I look forward to opening the doors to our group, and hopefully over the coming months you will enjoy hearing about the work being done in Montreal, and at the MNI on stem cells and antibody validation. Next time, I will start by introducing our SOPs for working with iPSCs, starting with how to thaw a frozen vial of iPSCs. To talk or to lean more feel free to reach me through linkedin.
Such a lovely gift to the world.
Hallo from Toronto.I was happy to come across this article.I have small trimers in my right hand.What makes hand move normaly and why is it shacking at the times by itself.And why not both arms??Recently I have been thinking a lot about muvement operating system in our body and how it works normaly and what hapens when it is not normal like Parkinson shaking.I love theories about Stem cells.I never hear anyone talking about electrical power in our body or electronics in our body or how many neuroscientistc know about electric power or what is a waltage in us.And if Myelin sheet gets damaged can the electricity make a short???And how Stem cels enter bone for procesing to cells???Please contact me.Thank you.
Hi Marijan, Thanks for the comment. And lot of the reason for one hand being affected is due to the disease progression of PD within the brain. Often it is affecting certain motor coordination circuits, leading to one side being affected predominantly. In terms of electrical activity of neurons, there are many great researchers at the MNI looking at the connections and firing within the circuits of our brains, and how are brains fire is something we need to get better grasp on. For myelin damage, its more common to observe simply impaired firing and neuronal loss if the firing is prevented from severe damage. In terms of bone, the stem cell part is simply cells that exist to constantly replace and turnover bone. The exact mechanisms of stem cells in bone processing is quite complex and I am far from an expert in it. Hope this helps your questions.
Good day,
I expect that I am incorrect with this idea, but I am wondering if brain neurons would be an option for you to use in your research if they are provided to you following brain surgery, and the patient agrees.
Thank you
Tom
Hi Tom, Yes completely agree, human neurons from the brain would be ideal much like in cancer where to study the human disease we can obtain cells from every patient biopsy, but getting neurons from the brain of a person comes with challenges. Often access to material is severely limited, and the quality can vary from surgery to surgery. It also depends on why the surgery was does, as often there was an underlying condition being corrected, so for tissue to be removed, it would mean there may be some underlying problem with the neurons and associated cells.
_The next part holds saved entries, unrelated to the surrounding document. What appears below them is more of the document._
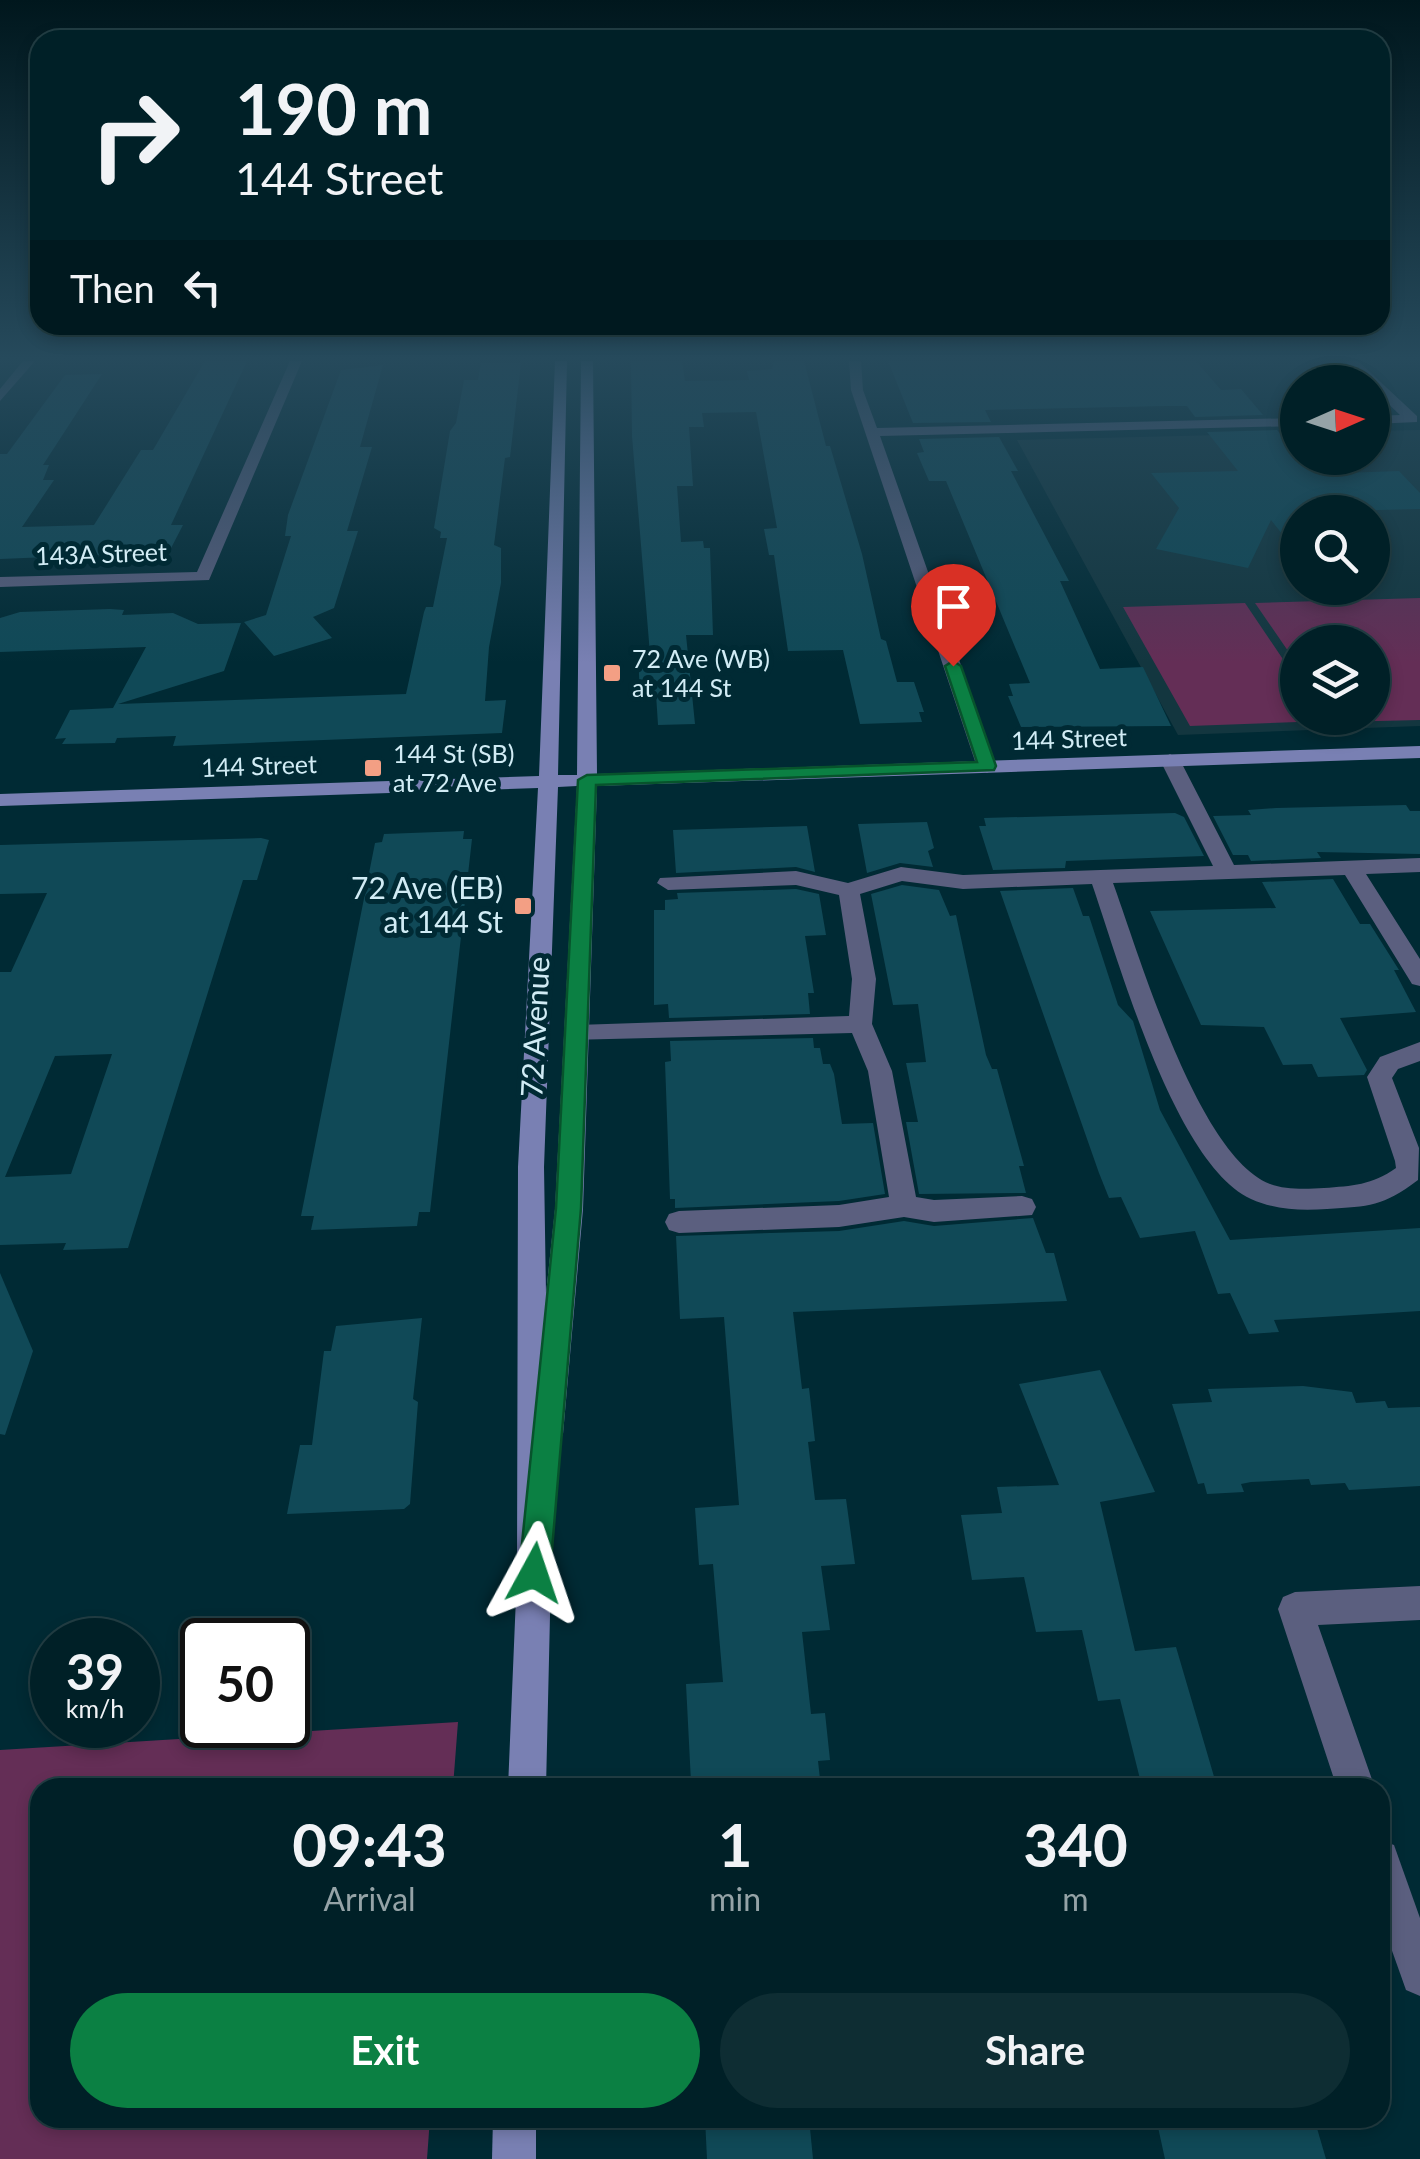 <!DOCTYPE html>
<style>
:root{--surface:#002027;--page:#0e2d33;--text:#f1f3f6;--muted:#95a3a7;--line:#223e44;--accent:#0b8043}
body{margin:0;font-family:Lato,sans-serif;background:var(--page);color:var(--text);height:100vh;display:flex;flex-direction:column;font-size:38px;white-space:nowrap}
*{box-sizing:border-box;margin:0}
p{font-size:32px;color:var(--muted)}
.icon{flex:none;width:55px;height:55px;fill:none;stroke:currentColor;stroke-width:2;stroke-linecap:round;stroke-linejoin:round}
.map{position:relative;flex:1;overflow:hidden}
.panel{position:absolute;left:30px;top:1778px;width:1360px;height:350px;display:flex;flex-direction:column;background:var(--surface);border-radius:30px;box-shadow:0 5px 15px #0003,0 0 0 2px var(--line)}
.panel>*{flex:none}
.hud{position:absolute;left:30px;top:30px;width:1360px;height:305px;border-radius:30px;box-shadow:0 5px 15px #0003,0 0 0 2px var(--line);background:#002027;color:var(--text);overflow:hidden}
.needle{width:65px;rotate:87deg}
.buttons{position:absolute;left:1280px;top:365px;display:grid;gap:20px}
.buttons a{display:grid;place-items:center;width:110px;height:110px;border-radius:50%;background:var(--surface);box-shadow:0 5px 15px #0003,0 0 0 2px var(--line);font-size:50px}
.speed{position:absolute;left:30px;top:1618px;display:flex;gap:20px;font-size:50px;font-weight:700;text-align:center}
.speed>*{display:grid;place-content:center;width:130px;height:130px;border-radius:50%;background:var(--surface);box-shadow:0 5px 15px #0003,0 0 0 2px var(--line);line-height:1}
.speed small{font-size:25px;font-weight:400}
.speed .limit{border:5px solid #111;border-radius:15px;background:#fff;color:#111}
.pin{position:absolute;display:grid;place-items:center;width:85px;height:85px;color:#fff;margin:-102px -42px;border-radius:50% 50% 50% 0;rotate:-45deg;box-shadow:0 0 10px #0007}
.pin .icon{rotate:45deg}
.me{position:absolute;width:110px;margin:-55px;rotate:5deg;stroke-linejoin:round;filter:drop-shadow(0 0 8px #0008)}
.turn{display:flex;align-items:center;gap:35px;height:210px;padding:0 40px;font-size:45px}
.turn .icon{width:130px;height:130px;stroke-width:2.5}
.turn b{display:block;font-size:70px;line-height:85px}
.then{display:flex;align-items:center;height:95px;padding:0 40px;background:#0003;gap:20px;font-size:38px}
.eta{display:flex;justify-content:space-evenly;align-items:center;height:170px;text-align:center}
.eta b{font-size:60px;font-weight:700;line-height:70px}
.action{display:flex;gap:20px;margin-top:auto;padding:20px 40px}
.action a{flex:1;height:115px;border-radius:60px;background:var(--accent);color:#fff;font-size:40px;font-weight:700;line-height:115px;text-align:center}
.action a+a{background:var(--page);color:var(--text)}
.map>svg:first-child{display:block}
.built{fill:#13363f;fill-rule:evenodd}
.green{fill:#642e56}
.building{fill:#104957;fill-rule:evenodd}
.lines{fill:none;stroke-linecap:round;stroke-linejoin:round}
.minor{fill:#5b5f7f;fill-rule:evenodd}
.secondary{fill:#7980b3;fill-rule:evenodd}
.route{fill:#0b8043;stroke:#07532c;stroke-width:2.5}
.poi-dot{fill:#f39f84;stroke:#002a34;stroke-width:4}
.labels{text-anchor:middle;stroke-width:10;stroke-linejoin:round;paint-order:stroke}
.far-street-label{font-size:25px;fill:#d1ecf5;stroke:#002a34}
.far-poi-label{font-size:25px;fill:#d1ecf5;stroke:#002a34;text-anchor:start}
.poi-label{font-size:30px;fill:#d1ecf5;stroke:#002a34;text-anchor:end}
.street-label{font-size:30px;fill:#d1ecf5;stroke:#002a34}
</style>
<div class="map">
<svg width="1420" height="2159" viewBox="0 0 1420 2159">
<rect width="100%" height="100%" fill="#002a34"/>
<!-- built -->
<path class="built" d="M1420 430V726L1178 735 1017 440 1297 433 1298 458H1372L1373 431ZM1298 512H1372V588H1298ZM1298 642H1372V718H1298Z"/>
<!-- green -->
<g class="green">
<path d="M1420 598V720L1338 722 1335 718H1372V642H1298L1297 664 1255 603Z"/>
<path d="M1245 603 1297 680 1298 718 1326 721 1190 726 1123 607Z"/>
<path d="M458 1722 453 1787 40 1788V2118H430L427 2159H0V1750Z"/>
</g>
<!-- building -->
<g class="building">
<path d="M205 361H247L171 525H183L169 552 0 559V454H7L65 375 102 374 43 465H49L43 480H54L22 527 94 525 141 450H153Z"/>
<path d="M631 361H682L685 381 749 380 747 371 772 369 774 361H804L826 446H830L862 554 881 639 886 641 897 682H914L924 712H919L922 722 860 724 843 650 788 651 774 555H769L764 529 777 528 756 412 702 413 704 427H689L693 486H677L681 542 703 541 704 548H710L713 635H686L695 724 658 725 656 694 640 695 638 654H650L632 436Z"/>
<path d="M888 361H1196L1221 390 1241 389 1263 415 1195 417 1187 406H1167L985 410 991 422 913 423Z"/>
<path d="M481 363H521L510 457 505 458 494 545 501 548V583L489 647 485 701 506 700 502 733 173 746 176 736 117 738 115 743 62 744 66 738 55 739 70 710 113 708 146 647 0 652V618L20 612 110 609 124 610 122 615 173 613 198 624 241 623 224 671 118 704 406 694 424 612 426 607H433L447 538H440L441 532 434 528 450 431 456 423 464 380H478Z"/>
<path d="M383 365 360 447H372L347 531H358L334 608 313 617 332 638 274 656 244 622 266 615 291 536H285L288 515 341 370Z"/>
<path d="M1277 430 1315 474 1399 471 1420 493V509L1298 512V554L1271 520 1248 568 1156 549 1179 508 1151 473 1238 471 1207 432Z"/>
<path d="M999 437 1018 471H1011L1069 581H1060L1100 669 1143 667 1171 726 1021 727 1008 696H1013L1009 684 1030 683 946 481H929L917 453 924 452 919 439Z"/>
<path d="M1406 805 1410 811H1420V854L1317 852 1321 858 1251 861 1248 855H1233L1213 816 1251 815 1248 810 1276 808Z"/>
<path d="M1175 813 1184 817 1204 856 1066 861 1065 868 993 870 979 826H986L984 818Z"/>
<path d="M927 822 934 848 928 851 933 867 900 863 867 873 858 824Z"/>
<path d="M807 826 815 872 796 867 676 873 673 830Z"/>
<path d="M464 831 463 839H472L430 1212H419L417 1226 311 1230 314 1216H301L375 843 382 842 384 834Z"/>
<path d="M261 838 269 840 257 880H243L128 1248 63 1250 66 1243 0 1245V972H11L47 893 0 894V845ZM112 1054 71 1174 5 1177 55 1056Z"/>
<path d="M1333 879 1360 924H1370L1399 970H1394L1416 1012 1340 1018 1367 1070 1364 1075 1318 1077 1312 1064 1283 1065 1264 1027 1201 1025 1150 911 1276 908 1262 882Z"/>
<path d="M902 885 939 890 950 916 956 915 986 1055 992 1069H997L1024 1166H1019L1026 1193 919 1194 906 1122H918L906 1063 926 1062 918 1004 893 1005 871 894Z"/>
<path d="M1073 888 1083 916H1089L1118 1005 1133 1021 1160 1110 1230 1240 1420 1228V1311L1274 1320 1279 1332 1249 1334 1230 1293 1218 1294 1195 1231 1140 1238 1121 1197 1109 1198 1099 1173 1000 891Z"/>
<path d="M796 889 819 894 826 935 805 936 814 993H808L810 1014 669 1018 668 1004 654 1005V910H665V900L678 899 677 893Z"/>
<path d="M813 1038 814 1048H820L823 1064H830L834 1074 842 1124 873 1123 885 1194 839 1201 675 1208V1199H670L665 1062 671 1061 670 1041Z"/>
<path d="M1033 1218 1046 1253H1054L1067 1301 793 1312 802 1389 809 1388 815 1441 808 1442 815 1500 846 1499 855 1564 821 1566 830 1630 802 1632 811 1714 825 1713 830 1760 818 1761 821 1788H704V1781L691 1782 686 1684 723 1682 713 1564 699 1565 695 1508 739 1505 724 1317 680 1319 676 1236 839 1231 904 1221 934 1226Z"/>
<path d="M0 1273 33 1351 5 1435 0 1434Z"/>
<path d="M422 1318 413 1399 418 1402 410 1504 404 1509 287 1514 300 1445H312L324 1351H331L336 1326Z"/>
<path d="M1100 1370 1155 1492 1100 1502 1135 1651 1176 1647 1215 1780 1141 1783 1120 1699 1098 1701 1082 1630 1036 1632 1024 1577 972 1580 961 1515 1002 1513 997 1487 1059 1485 1019 1384Z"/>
<path d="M1303 1386 1352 1392 1356 1403 1385 1401 1388 1408 1420 1407V1486L1349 1490 1345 1483 1311 1485 1309 1479 1251 1482 1241 1484 1244 1492 1207 1494 1204 1483 1198 1484 1172 1404 1212 1402 1208 1389Z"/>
<path d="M705 2118H809L813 2159H707Z"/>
<path d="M1156 2118H1314L1326 2159H1165Z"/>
</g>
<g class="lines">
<!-- minor -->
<g class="minor">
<path d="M23 361H35L0 401V389Z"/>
<path d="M290 361H302L209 580 0 587V577L197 572Z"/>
<path d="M849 361H861L863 390 877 428 1298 418V426L880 436 997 767 987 773 977 767 851 390Z"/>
<path d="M1345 361H1358L1417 416V422L1372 424V416L1400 415 1372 388V382H1366Z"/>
<path d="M1170 754 1180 760 1234 865 1420 858V872L1366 874 1420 959V986L1412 984 1345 875 1113 883C1139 954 1198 1156 1270 1184 1286 1190 1307 1189 1324 1188 1352 1186 1372 1185 1396 1168L1395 1161 1367 1077 1380 1057 1420 1042V1061L1398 1069 1392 1078 1419 1148 1418 1180C1382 1207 1370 1206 1327 1209 1302 1211 1275 1210 1251 1199 1175 1164 1119 962 1092 884L963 889 902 881 860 894 876 979 872 1024 892 1071 916 1197 934 1200 1022 1196 1032 1199 1036 1207 1032 1215 934 1222 904 1217 839 1227 679 1233 669 1230 665 1222 669 1214 679 1211 839 1205 889 1197 868 1071 852 1033 568 1040 565 1034 577 1025 849 1016 852 979 839 895 796 885 668 890 657 883 660 878 796 871 848 883 901 867 963 875 1213 866 1160 760Z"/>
<path d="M1420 1586V1620L1318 1625 1375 1788H1337L1278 1609 1283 1597 1295 1592Z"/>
<path d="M1380 1840 1394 1845 1420 1918V1996L1406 1990 1380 1917Z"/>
</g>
<!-- secondary -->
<g class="secondary">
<path d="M555 361H567L558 775H577L581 361H593L597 774 1420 746V758L597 786 583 1209 563 1434 558 1444 549 1448 551 1573 546 1788H508L517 1573 518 1167 538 788 0 806V794L539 776ZM577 786 555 1209 546 1294 544 1167 558 787Z"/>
<path d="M493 2118H536V2159H492Z"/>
</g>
</g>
<!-- sky -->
<linearGradient id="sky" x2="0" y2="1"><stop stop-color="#00171d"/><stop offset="0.54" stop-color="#264a5c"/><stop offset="1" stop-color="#264a5c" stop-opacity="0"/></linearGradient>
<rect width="1420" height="663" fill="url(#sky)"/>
<!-- route -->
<path class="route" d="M953 661 961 666 996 766 994 770 596 785 581 1208 550 1573 545 1584 534 1589 524 1584 519 1573 556 1208 578 780 587 775 977 762 945 666Z"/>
<!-- markers -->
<g class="poi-dot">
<rect x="602" y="663" width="20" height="20" rx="5"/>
<rect x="363" y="758" width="20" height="20" rx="5"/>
<rect x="513" y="896" width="20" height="20" rx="5"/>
</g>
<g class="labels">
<!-- far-street labels -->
<g class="far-street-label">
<text transform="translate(101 554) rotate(-2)" y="9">143A Street</text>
<text transform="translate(1069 739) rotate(-2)" y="9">144 Street</text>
<text transform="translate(259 766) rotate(-2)" y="9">144 Street</text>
</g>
<!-- far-poi labels -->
<g class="far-poi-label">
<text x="632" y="668">72 Ave (WB)<tspan x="632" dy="29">at 144 St</tspan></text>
<text x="393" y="763">144 St (SB)<tspan x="393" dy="29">at 72 Ave</tspan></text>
</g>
<!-- poi labels -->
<g class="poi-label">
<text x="503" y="899">72 Ave (EB)<tspan x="503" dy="34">at 144 St</tspan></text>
</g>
<!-- street labels -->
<g class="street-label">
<text transform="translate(536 1027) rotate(-87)" y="10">72 Avenue</text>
</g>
</g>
</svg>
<div class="buttons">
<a><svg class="needle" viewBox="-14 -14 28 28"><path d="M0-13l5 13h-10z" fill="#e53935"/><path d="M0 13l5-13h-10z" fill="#95a3a7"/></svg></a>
<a><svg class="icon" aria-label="search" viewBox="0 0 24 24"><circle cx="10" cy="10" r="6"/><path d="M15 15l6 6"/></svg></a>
<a><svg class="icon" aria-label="layers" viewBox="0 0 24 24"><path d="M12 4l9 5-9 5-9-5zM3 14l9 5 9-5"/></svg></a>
</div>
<div class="speed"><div>39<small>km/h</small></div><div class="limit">50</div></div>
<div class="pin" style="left:953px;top:666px;background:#d93025"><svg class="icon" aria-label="arrive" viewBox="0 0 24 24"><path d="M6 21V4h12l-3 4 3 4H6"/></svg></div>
<svg class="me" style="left:534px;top:1573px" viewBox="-20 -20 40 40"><path d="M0-17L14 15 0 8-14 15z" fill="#0b8043" stroke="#fff" stroke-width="4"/></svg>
<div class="hud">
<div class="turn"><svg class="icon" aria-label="right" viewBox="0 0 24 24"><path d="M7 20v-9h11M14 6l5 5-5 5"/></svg><div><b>190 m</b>144 Street</div></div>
<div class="then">Then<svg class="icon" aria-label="left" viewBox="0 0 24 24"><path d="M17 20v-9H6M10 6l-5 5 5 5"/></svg></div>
</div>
<section class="panel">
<div class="eta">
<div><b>09:43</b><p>Arrival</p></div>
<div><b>1</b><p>min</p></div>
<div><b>340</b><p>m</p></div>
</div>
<div class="action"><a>Exit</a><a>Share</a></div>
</section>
</div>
The other deterring factor is while we can get tissue, it has a finite lifespan, and can’t be expanded beyond what the starting material is. Stem cells at least alleviated a lot of these issues, we can grow a patients cells and make any cell type we want when we want, and we never have to worry about material being available. Yes it has its limitations, but it has opened up a lot of doors and possibilities that weren’t there ten years ago.
Thank you for giving this hope of treatment to the world.